Un conseil au public, toutefois: il devrait faire une provision d'images et de dialogues. Car après le festival.... La question se pose en effet de savoir où reverra-t-on jouer ces pièces. Et quand. Les spectacles créés par les troupes camerounaises, un jour peut-être au Ccf. Mais pour The Island, Le collier d'Hélène, Au fil du conte, Misère et intérieur/Extérieur, sans doute faudra-t-il se rendre à Paris, Bruxelles, Libreville, N'djamena ou Brazzaville, selon le cas. Car non seulement les Retic renouvellent-elles leur sélection d'une édition à l'autre, ce qui est méritoire, mais, ce qui n’est pas louable, elles n'assurent pas, si l'on peut dire, un service après-vente à la hauteur de leur ambition déclarée. Certes, son comité d'organisation peut se flatter d'avoir permis la diffusion de certains spectacles de sa sélection dans divers festivals internationaux. Sur le plan national toutefois, en dehors des bilans, dont la circulation est d'ailleurs limitée aux membres du comité d'organisation et aux sponsors, rien ne prolonge les Retic. Rien ne fait le joint entre deux éditions. Elles ne survivent pas à l'événement.
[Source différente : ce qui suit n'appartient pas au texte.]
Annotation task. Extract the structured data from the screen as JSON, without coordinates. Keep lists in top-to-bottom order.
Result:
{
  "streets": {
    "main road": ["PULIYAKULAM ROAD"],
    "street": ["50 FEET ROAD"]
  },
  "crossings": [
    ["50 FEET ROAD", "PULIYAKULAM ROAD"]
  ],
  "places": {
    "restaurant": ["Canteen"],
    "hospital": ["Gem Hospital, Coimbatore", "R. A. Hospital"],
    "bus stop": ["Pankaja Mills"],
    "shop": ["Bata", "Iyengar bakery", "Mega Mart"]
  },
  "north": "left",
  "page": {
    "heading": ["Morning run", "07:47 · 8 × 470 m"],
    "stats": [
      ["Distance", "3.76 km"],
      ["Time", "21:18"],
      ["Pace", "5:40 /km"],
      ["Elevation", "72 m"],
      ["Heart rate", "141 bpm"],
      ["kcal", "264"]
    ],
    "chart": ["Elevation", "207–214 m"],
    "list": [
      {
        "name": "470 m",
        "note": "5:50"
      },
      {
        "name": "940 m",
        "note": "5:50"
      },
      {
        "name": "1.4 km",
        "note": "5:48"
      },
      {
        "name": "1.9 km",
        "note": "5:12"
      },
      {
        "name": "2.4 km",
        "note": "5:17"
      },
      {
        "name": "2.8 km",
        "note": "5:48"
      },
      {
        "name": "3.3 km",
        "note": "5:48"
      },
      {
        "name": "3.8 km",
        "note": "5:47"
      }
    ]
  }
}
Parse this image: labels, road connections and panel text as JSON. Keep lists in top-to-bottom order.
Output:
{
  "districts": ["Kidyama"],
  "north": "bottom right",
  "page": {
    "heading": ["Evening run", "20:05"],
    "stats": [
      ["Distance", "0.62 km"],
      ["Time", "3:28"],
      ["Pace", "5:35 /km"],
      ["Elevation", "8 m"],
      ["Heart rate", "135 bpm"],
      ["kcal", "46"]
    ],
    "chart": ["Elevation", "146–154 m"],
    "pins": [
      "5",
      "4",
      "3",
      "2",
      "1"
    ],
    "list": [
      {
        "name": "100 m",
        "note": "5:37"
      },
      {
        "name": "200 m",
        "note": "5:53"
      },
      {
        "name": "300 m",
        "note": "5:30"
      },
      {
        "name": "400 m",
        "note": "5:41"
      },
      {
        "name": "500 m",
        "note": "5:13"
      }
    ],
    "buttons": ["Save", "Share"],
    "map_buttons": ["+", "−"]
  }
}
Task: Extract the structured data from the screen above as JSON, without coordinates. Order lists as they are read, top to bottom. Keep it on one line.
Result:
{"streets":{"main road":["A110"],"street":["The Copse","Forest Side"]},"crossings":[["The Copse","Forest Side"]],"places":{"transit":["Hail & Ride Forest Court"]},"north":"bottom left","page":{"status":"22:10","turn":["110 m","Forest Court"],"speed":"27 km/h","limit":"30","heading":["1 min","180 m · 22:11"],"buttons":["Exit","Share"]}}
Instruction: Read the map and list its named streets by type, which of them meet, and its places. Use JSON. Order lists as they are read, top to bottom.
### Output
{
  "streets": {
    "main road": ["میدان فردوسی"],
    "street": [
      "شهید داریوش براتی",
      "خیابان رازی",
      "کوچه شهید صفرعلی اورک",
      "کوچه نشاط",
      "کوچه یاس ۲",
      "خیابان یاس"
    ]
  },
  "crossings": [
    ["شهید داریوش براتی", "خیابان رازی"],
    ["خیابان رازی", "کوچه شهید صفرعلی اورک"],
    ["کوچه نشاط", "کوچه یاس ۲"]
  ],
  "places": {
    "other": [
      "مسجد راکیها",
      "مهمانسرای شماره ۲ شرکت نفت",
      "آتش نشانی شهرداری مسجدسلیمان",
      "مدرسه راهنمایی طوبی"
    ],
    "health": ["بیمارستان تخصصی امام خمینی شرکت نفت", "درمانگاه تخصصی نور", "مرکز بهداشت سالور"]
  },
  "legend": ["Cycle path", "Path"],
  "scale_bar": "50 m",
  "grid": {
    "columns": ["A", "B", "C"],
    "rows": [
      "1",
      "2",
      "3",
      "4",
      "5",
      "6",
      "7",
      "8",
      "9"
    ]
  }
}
Pis, elles se vendent mal. Au fil des éditions en effet, leur promotion confine à la confidence. Cette année par exemple, on a vu une affiche au Ccf de Yaoundé, une autre au Musée national, une troisième à la montée Ane Rouge et une quatrième ailleurs. Ambroise Mbia est également passé une fois ou l'autre à la radio. Comme promotion, c'est à un poil du minimum. Les contraintes budgétaires en sont-elles la cause? Peut-être. Nous savons en effet d'expérience combien, il y a plus de dix ans déjà, il était difficile de boucler le budget des rencontres théâtrales de Yaoundé. Plus marquante qu'aujourd'hui était cependant leur promotion. Cette qualité est-elle désormais hors de portée? L'ambition des Retic a pourtant pris du volume. Un de ses objectifs est notamment d'intégrer harmonieusement le théâtre africain dans l'environnement du théâtre international. A cet effet, il faut le faire connaître, le rendre désirable. Bref, en faire un bien de consommation et sacrifier au marketing adéquat. Dans ce sens, certaines approches sont aujourd'hui plus efficaces que d'autres. Il est en effet évident qu'une campagne sur les Retic à la télévision est plus visible et vue par plus de gens que dix affiches collées à travers la ville.

Et son appel, plus fort. Elle coûte plus cher aussi, il faut le reconnaître. Mais sous peine d'être , au niveau de la promotion, taxées de bricolage, les Retic ne peuvent plus se dispenser d'un certain effort. Elles ne seraient cependant pas les seules à la faire. Les promoteurs des spectacles sélectionnés y seraient associés, qui devraient faire tenir au comité d'organisation des scènes de leurs spectacles diffuser à la télévision avant le festival. Cela mettrait en appétit le public. Certes, les spectacles de la 12ème édition des Retic sont gratuits.Ce festival n'est donc pas pour ses organisateurs une veine lucrative. Mais étant donné leur ambition de ramener les Camerounais au théâtre, il faut pouvoir aller les chercher chez eux, les décoller de leur télé. Et pour cela, c'est sans doute par celle-ci qu'on peut les atteindre.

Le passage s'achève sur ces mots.